> _PROMPT_:
A complete answer lists every line of the entries below where the string "compass" appears.

> _RECORDS SUPPLIED_:
-----

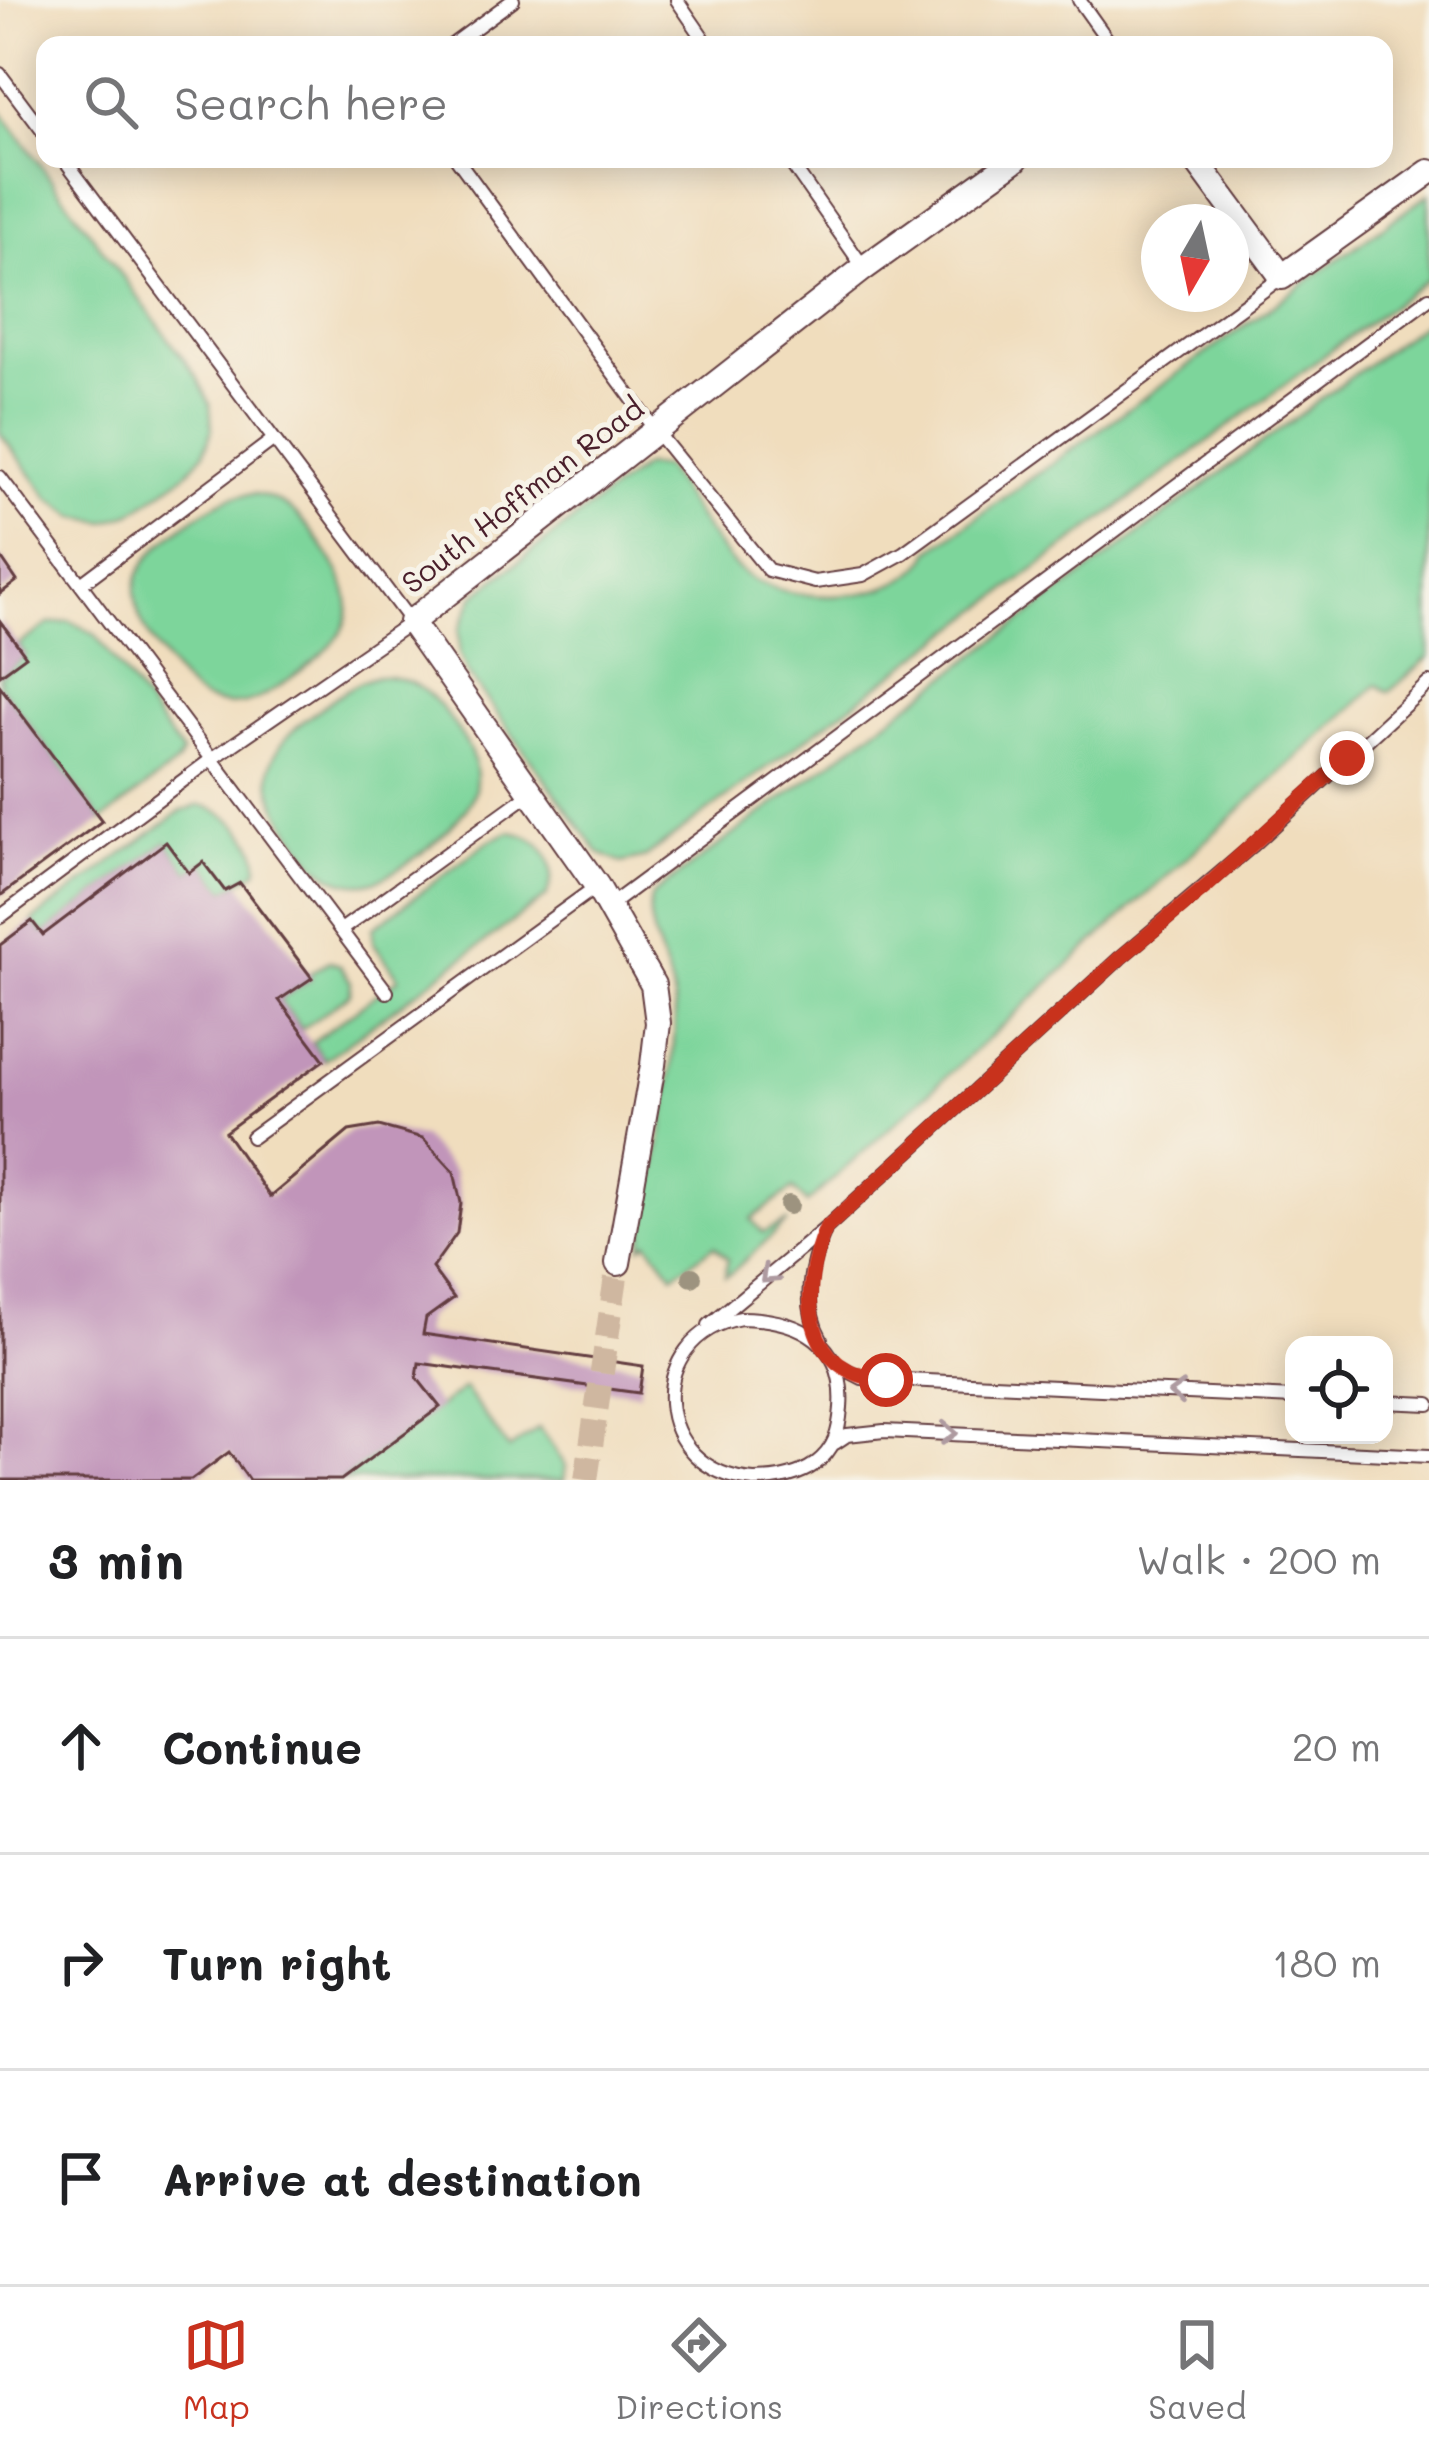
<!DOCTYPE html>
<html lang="en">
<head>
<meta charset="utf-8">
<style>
  :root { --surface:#fff; --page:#f2f2f2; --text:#202124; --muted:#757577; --line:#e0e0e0; --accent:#c8321e }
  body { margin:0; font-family:Mali,sans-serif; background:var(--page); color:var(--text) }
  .controls { position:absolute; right:36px; bottom:36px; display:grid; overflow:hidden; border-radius:24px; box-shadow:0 6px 30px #0003 }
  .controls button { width:108px; height:108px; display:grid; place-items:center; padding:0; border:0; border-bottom:3px solid var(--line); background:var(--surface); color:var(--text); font:60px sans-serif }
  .compass { position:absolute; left:1141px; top:204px; width:108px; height:108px; border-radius:50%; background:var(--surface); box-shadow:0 6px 30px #0003; rotate:189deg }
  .stop { position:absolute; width:36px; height:36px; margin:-27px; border:9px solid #c8321e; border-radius:50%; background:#fff }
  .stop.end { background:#c8321e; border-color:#fff; box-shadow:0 3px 12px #0008 }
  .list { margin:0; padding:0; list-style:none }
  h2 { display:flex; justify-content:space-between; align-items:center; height:156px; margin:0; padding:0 48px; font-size:51px }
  h2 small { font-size:39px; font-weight:400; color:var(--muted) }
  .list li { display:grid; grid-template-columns:78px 1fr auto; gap:36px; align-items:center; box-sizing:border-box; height:216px; padding:0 48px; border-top:3px solid var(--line) }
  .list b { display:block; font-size:45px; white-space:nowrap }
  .list em { font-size:39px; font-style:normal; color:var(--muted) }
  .icon { flex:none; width:66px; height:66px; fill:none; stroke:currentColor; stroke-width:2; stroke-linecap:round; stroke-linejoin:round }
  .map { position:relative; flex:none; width:1429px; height:1480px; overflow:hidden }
  .search { position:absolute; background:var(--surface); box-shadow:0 6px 30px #0003; left:36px; right:36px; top:36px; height:132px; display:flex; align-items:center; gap:30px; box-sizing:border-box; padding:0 42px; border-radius:24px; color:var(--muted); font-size:45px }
  .sheet { height:804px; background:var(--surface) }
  nav { display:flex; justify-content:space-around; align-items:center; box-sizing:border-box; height:168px; border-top:3px solid var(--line); background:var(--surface); font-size:33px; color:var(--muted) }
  nav a { display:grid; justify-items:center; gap:6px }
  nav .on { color:var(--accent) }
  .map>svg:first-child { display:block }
  .green { fill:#7dd59b; stroke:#647a63; stroke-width:3 }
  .building { fill:#c195ba }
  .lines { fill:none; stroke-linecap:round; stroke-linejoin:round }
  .minor-tunnel { stroke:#cfb7a0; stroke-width:24; stroke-dasharray:24 12; stroke-linecap:butt }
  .service-casing { stroke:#633c41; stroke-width:16 }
  .minor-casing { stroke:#633c41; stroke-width:28 }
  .service { stroke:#fff; stroke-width:12 }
  .minor { stroke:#fff; stroke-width:24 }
  .tree { fill:#9d937f }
  .oneway { stroke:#ae9aa0 }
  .route { stroke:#c8321e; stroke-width:15 }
  .labels { text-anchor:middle; stroke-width:10; stroke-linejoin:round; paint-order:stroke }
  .street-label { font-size:30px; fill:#4a1f2b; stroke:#f7f3e8 }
</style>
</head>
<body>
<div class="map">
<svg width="1429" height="1480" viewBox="0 0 1429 1480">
  <rect width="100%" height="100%" fill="#f7f3e8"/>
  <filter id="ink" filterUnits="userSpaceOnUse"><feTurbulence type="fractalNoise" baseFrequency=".00833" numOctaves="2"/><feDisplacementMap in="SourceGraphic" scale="24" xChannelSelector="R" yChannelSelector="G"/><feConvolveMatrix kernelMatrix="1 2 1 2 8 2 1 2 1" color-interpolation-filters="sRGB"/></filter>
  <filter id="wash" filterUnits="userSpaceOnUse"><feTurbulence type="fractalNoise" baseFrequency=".004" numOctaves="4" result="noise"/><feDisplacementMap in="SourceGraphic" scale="48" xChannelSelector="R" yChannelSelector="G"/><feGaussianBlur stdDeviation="2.7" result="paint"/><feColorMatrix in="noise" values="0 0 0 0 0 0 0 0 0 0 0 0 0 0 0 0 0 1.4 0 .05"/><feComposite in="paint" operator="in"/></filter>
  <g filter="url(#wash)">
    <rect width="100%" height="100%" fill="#f0ddbd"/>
    <path class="green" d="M0,110l197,267 13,27 2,26 -8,23 -18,21 -54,39 -26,9 -30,-5 -27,-19 -49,-65z
      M1429,194v84l-783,579 -25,6 -22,-10 -131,-179 -9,-21v-23l16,-35 169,-129 20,1c22,31 43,69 70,98 40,43 171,44 197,-15z
      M1429,319v338l-40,35 -12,-7 -570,518 -14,-14 -42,30 12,14 25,-12 -58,53 -5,2 3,-17 -14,-13 -41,29 -25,-33 -6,4c11,-74 33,-158 33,-234 0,-38 -35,-85 -23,-117z
      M256,494c31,6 46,24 64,49 47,65 35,91 -28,134 -24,17 -44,33 -75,26 -23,-4 -36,-21 -49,-39 -44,-58 -48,-91 14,-137 25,-18 43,-33 74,-33z
      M70,621l25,13 87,119 -5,10 -75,58 -102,-135v-11l26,-19 -8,-11 31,-21z
      M378,676c32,1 50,13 68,38 18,24 34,44 29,75 -5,31 -78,89 -108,94 -15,2 -32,-3 -43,-12 -12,-10 -21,-24 -30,-36 -42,-58 -27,-89 28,-128 18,-14 34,-25 56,-31z
      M199,805c26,3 66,38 58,66l-32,20 -22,-29 -14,11 -23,-31 -123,93 -11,-14 149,-110z
      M509,832c35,4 52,32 37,65l-222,163 -12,-18 87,-64 -26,-36v-14l116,-87z
      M329,961l11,4 11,17 -1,12 -48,35 -23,-29 32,-21 -2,-5z
      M464,1388l45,61 30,-21 27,38 -2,14h-223z"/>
    <g id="blocks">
      <path class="building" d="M0,556l17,25 -17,13z
        M0,621l26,35 -26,19z
        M0,686l102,135 -102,75z
        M166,842l23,31 14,-11 22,29 15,-8 72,95 -33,22 45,60 -99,72 45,65 79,-66 30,-5 44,12 31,34 7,31 -4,30 -25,35 22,30 -28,20 -3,16 220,32 -4,27 -220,-30 -2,15 23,29 -99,73h-92l-20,-28 -38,28h-191v-535l32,-24 11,14z"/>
    </g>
  </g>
  <g filter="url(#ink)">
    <use href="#blocks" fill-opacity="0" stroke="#633c41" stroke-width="3"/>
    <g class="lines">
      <path class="minor-tunnel" d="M586,1480l32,-217"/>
      <defs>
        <path id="service" d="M677,0l31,45
          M1079,0l32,45
          M452,45l61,-45
          M0,74l45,60
          M457,159l198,271 113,140 47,12 48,-7 40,-22 379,-276
          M788,159l76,109
          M0,477l387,515
          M81,584l193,-145
          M609,906l820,-608
          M0,917l212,-158 199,-137 -347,-463
          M341,930l191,-138
          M252,1137l345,-251
          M741,1318c59,1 105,24 100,90 -2,24 -6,41 -26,56 -18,13 -39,16 -61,16 -105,-8 -112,-144 -13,-162z
          M709,1325l117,-97 294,-270 132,-112 177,-163
          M821,1339c-19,-34 -12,-72 3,-106
          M837,1365l25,13 432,20
          M1384,1402l45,2
          M835,1443l12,-8 37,-4 545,25"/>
        <path id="minor" d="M1195,159l87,118 147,-105
          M618,1263l35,-198 5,-42 -5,-38 -56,-99 -186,-264 453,-354 152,-109"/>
      </defs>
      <use href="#service" class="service-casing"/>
      <use href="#minor" class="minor-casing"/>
      <use href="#service" class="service"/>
      <use href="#minor" class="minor"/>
    </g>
    <g class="tree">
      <circle cx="789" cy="1205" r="10"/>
      <circle cx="692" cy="1277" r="10"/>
    </g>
    <defs><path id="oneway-chevron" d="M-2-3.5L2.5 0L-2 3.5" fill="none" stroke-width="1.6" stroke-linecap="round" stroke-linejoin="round" transform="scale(3)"/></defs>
    <g class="oneway">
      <use href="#oneway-chevron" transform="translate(768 1276) rotate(137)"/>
      <use href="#oneway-chevron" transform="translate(1177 1393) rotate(-177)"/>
      <use href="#oneway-chevron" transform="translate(949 1433) rotate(2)"/>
    </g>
  </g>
  <g class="lines" filter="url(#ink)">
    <path class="route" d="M886,1380c-84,-6 -88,-89 -60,-152l294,-270 88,-73 139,-127"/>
  </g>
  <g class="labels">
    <g class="street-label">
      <text transform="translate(523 496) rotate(-38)" y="10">South Hoffman Road</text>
    </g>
  </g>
</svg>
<div class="controls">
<button><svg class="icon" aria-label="locate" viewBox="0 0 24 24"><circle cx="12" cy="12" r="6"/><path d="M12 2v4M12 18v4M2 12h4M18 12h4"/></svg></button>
</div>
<svg class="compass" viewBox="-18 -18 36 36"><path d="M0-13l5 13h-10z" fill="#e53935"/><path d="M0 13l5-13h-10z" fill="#757577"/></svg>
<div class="stop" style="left:886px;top:1380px"></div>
<div class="stop end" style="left:1347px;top:758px"></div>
<div class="search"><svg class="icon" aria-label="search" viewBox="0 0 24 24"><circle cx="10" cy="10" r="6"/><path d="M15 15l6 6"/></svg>Search here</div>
</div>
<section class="sheet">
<h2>3 min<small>Walk · 200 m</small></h2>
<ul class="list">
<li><svg class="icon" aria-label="ahead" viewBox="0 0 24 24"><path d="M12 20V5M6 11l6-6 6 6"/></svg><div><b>Continue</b></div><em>20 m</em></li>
<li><svg class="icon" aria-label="right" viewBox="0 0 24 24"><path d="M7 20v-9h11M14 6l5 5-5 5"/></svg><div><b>Turn right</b></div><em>180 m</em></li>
<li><svg class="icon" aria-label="arrive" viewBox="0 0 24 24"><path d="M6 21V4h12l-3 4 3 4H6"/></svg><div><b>Arrive at destination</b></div></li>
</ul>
</section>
<nav>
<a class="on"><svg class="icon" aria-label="map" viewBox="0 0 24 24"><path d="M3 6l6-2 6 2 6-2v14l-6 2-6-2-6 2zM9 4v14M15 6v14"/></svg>Map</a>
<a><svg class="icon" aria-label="directions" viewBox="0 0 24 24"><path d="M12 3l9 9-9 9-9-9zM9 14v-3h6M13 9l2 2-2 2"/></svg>Directions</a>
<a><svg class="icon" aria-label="saved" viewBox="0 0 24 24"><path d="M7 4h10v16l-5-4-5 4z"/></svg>Saved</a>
</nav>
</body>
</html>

-----

> _ANSWER BELOW_:
  .compass { position:absolute; left:1141px; top:204px; width:108px; height:108px; border-radius:50%; background:var(--surface); box-shadow:0 6px 30px #0003; rotate:189deg }
<svg class="compass" viewBox="-18 -18 36 36"><path d="M0-13l5 13h-10z" fill="#e53935"/><path d="M0 13l5-13h-10z" fill="#757577"/></svg>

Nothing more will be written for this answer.